Material for this exercise –
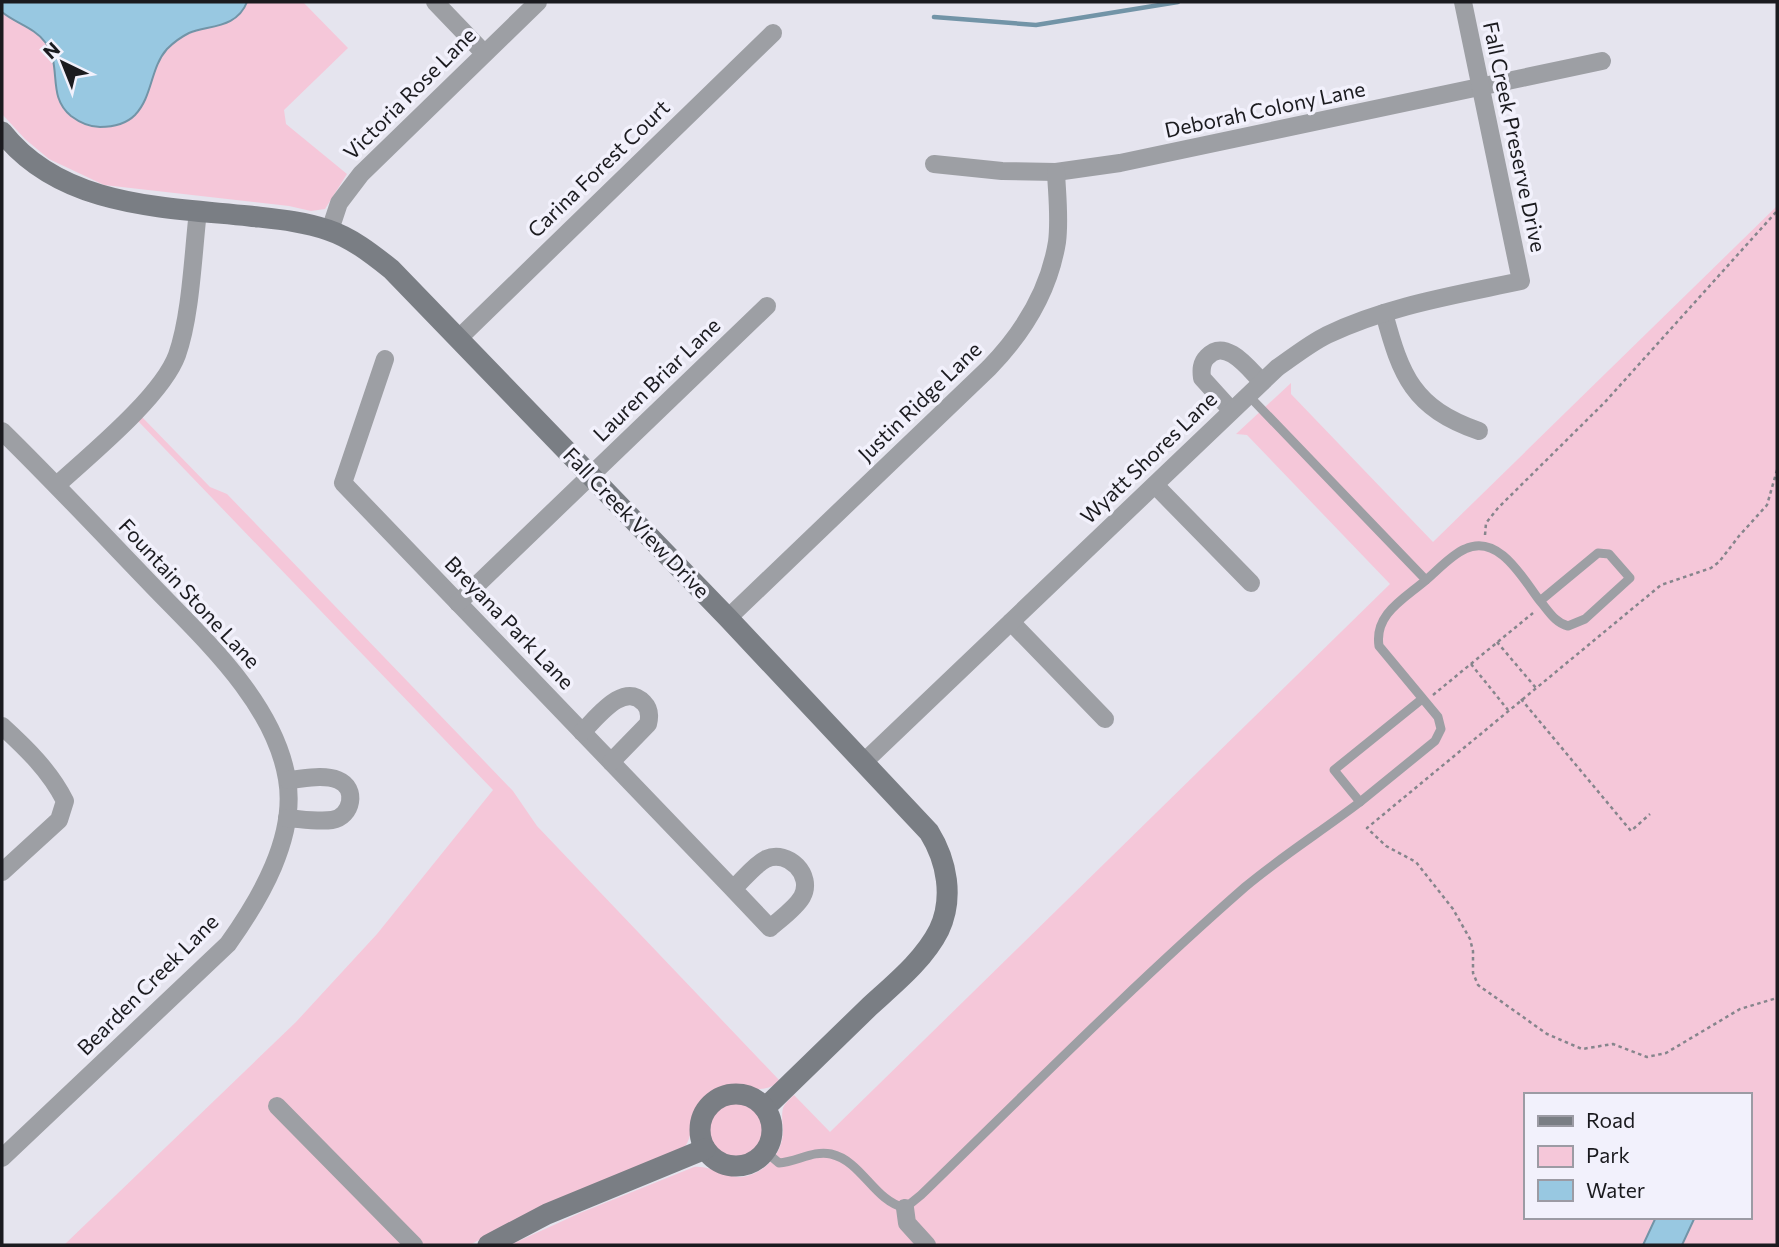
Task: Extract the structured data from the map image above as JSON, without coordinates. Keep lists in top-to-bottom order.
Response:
{
  "streets": {
    "street": [
      "Victoria Rose Lane",
      "Deborah Colony Lane",
      "Fall Creek Preserve Drive",
      "Carina Forest Court",
      "Lauren Briar Lane",
      "Justin Ridge Lane",
      "Wyatt Shores Lane",
      "Fall Creek View Drive",
      "Fountain Stone Lane",
      "Breyana Park Lane",
      "Bearden Creek Lane"
    ]
  },
  "crossings": [
    ["Victoria Rose Lane", "Fall Creek View Drive"],
    ["Deborah Colony Lane", "Fall Creek Preserve Drive"],
    ["Deborah Colony Lane", "Justin Ridge Lane"],
    ["Fall Creek Preserve Drive", "Wyatt Shores Lane"],
    ["Carina Forest Court", "Fall Creek View Drive"],
    ["Lauren Briar Lane", "Fall Creek View Drive"],
    ["Lauren Briar Lane", "Breyana Park Lane"],
    ["Justin Ridge Lane", "Fall Creek View Drive"],
    ["Wyatt Shores Lane", "Fall Creek View Drive"],
    ["Fountain Stone Lane", "Bearden Creek Lane"]
  ],
  "legend": ["Road", "Park", "Water"],
  "north": "top left"
}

Work to complete –
Where does the string "Court" occur in the listing above? Return every line that contains it.

Result below –
      "Carina Forest Court",
    ["Carina Forest Court", "Fall Creek View Drive"],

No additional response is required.